We’ve put together these tips to help you think through the decision and find the right path for you and your family. 

Weighing your needs and wants 

When you look for homes on the market, you typically have to make some type of concessions. After all, resale homes were built to meet someone else’s needs, not yours. This means you’re getting fixtures, flooring, and a floor plan that may not really be right for you. So while resale homes may be convenient, they also may not fit your unique needs. This is where the custom home has the advantage. You get to decide what stays and what goes, ensuring that you’re happy with your living space.

Floor plans that fit your life

Have you seen a home from the seventies? How about the forties? The look and feel of space in these times is far different than it is today. This illustrates the fact that floor plans actually age, which means a resale home might be using space in an outdated way. By getting a custom home, you can find a modern floor plan that matches how you plan on living in your home. Since most people spend more than a few years in their new home, it makes sense to try to match your needs to your space. 

Energy efficiency 

You probably wouldn’t be thrilled to use a refrigerator from the eighties. The same goes for most appliances in your home. Older appliances, including things like HVAC systems, are far less energy efficient than they are these days. This means they cost more to operate and over time, this really can add up. Unless a resale home has been updated significantly, it’s probably full of energy inefficient equipment that acts as a slow drain on your budget. Buying a home and upgrading everything may be an option, but it’s a very expensive route to take. This makes a custom-built home a better choice for overall energy efficiency. 

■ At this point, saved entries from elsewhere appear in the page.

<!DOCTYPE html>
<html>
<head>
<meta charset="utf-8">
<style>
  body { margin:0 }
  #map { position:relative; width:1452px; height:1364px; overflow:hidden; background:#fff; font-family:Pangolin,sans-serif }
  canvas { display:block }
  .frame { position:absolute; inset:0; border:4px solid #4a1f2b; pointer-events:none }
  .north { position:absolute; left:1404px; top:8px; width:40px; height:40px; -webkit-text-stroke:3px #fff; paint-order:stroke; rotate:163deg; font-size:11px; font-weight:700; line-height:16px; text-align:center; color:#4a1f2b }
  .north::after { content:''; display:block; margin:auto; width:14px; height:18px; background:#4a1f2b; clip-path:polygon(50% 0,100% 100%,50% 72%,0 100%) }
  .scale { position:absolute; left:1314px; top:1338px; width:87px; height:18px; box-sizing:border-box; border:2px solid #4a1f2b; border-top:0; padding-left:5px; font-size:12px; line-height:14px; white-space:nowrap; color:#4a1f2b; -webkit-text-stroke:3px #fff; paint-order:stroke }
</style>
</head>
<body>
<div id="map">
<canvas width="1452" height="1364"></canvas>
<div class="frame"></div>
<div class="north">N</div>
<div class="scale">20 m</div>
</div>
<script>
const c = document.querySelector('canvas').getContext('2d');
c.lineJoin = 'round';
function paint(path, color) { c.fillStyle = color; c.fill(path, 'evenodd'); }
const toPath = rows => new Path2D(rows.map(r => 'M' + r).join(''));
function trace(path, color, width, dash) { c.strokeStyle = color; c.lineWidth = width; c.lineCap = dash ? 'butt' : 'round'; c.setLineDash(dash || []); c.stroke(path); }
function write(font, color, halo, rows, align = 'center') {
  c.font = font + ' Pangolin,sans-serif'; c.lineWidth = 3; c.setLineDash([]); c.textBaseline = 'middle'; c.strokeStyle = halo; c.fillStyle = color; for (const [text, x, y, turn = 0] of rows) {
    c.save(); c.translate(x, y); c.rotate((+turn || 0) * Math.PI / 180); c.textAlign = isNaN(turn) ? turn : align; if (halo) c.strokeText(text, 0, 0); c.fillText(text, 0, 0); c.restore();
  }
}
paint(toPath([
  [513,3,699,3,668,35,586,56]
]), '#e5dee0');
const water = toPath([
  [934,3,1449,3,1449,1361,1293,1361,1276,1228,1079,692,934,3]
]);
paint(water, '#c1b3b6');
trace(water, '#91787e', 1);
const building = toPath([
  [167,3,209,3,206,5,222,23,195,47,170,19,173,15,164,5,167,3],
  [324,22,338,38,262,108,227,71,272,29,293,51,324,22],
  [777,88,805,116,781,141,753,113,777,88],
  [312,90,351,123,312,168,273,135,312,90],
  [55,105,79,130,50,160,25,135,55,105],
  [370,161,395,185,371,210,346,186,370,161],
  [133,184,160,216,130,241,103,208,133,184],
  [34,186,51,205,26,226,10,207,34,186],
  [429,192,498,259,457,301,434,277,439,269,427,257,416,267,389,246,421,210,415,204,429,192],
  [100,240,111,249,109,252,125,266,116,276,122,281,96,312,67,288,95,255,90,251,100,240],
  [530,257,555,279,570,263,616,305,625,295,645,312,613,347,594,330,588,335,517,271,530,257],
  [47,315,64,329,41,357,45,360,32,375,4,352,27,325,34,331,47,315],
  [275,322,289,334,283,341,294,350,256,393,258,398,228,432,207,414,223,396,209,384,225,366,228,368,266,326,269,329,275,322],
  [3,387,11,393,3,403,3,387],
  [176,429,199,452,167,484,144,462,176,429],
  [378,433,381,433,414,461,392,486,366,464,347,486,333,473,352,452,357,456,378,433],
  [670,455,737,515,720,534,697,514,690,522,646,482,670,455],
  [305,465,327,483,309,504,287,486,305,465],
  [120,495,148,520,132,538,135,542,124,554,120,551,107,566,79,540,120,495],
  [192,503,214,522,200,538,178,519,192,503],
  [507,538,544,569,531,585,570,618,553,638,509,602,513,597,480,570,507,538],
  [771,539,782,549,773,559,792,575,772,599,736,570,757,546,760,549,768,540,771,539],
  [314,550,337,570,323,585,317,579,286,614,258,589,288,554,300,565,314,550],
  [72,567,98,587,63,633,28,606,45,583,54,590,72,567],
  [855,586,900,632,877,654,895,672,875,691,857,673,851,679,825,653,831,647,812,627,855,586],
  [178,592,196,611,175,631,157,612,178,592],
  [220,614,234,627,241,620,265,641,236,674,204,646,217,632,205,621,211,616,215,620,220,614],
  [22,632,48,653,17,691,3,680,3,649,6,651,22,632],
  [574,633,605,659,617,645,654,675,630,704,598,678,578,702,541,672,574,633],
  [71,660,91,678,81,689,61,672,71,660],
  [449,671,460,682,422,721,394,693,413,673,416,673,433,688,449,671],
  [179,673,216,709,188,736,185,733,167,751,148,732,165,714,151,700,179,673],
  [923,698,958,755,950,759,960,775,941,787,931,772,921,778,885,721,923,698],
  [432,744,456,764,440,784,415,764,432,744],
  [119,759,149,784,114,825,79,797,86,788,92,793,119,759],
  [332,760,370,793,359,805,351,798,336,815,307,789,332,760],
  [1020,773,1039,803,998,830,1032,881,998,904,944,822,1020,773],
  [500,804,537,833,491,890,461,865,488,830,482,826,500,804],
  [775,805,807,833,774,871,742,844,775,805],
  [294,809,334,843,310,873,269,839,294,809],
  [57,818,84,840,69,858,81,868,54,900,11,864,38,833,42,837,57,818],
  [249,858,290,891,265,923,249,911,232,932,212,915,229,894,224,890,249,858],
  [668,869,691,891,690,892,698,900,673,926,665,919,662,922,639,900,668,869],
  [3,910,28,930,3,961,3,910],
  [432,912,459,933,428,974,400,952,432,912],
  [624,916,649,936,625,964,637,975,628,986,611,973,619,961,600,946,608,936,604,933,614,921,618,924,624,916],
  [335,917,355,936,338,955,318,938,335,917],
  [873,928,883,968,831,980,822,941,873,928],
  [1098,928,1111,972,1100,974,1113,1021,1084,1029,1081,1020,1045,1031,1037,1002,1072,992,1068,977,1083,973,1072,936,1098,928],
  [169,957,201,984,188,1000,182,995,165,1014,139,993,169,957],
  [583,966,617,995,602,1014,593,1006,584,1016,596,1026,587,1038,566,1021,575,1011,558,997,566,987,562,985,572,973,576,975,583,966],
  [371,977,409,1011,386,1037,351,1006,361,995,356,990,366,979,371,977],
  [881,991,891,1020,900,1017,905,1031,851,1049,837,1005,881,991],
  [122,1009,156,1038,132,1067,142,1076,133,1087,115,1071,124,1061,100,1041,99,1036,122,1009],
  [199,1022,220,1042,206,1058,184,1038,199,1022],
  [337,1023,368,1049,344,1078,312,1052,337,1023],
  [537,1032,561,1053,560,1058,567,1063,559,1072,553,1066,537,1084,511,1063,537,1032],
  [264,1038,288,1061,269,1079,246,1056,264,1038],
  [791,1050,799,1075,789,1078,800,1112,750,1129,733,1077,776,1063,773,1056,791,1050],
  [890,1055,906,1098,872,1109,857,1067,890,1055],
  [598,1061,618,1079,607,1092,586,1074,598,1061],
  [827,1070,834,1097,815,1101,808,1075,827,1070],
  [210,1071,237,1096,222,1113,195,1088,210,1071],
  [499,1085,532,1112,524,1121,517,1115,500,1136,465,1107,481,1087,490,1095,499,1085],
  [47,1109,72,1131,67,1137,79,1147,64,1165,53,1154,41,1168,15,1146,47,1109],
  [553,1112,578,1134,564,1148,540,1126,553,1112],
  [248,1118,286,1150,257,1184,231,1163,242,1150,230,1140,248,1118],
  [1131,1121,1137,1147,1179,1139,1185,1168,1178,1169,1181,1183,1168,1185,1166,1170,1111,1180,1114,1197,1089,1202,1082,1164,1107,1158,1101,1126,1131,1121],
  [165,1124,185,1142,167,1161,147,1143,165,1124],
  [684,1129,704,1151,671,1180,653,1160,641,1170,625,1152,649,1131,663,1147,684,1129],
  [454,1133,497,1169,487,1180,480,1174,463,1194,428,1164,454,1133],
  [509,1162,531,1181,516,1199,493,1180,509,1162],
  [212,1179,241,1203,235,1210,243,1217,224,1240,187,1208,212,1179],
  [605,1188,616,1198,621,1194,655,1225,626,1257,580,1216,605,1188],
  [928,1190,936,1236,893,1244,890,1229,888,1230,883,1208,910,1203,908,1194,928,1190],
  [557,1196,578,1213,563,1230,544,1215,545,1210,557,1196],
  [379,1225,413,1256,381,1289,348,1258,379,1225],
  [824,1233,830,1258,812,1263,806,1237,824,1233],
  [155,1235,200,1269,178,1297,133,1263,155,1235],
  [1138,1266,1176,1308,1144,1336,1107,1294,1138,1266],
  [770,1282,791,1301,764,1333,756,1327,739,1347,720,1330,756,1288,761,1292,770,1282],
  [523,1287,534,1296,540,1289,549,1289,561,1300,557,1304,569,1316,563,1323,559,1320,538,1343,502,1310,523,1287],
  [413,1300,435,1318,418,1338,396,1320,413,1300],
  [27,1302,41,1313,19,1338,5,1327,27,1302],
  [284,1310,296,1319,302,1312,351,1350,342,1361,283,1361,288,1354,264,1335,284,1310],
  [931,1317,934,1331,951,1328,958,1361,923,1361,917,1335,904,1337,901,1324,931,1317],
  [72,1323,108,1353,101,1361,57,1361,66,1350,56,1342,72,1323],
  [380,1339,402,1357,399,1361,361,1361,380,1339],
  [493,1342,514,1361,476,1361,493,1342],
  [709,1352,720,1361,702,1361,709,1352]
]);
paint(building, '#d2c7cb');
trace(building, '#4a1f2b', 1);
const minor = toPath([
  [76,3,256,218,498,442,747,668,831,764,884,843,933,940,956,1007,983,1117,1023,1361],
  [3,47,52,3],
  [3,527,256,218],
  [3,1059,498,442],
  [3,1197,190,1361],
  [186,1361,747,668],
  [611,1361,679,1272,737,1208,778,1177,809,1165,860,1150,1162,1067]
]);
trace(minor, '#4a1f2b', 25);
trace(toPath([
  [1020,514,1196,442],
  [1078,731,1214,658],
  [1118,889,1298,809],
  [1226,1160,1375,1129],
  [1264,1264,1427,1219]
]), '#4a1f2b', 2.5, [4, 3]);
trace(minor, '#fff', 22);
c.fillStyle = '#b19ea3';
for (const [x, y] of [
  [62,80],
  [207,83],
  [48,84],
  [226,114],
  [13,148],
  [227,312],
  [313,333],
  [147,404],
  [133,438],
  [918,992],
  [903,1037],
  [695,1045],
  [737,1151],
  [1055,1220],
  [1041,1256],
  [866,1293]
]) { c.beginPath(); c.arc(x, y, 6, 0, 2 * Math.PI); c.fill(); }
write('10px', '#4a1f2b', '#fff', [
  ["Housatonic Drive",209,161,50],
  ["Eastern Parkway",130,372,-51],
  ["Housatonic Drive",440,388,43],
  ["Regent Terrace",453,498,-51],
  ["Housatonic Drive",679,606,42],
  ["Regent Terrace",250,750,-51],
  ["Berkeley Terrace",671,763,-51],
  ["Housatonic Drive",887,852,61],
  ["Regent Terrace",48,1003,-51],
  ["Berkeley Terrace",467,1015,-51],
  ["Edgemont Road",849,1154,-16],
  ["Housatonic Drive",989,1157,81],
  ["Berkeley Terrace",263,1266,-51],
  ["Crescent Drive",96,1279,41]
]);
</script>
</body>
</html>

Last but not least, you’ll want to think about repairs. No matter how detailed an inspection you get, a resale home comes with many blind spots. Will the roof start to leak? Was that water leak fixed correctly? Since you can never really be sure, a resale home carries more risk than most custom-built homes. Custom homes have new appliances, new equipment, and most of the time come with a warranty. This can reduce the risk and lead to a more satisfying and less stressful homeownership experience.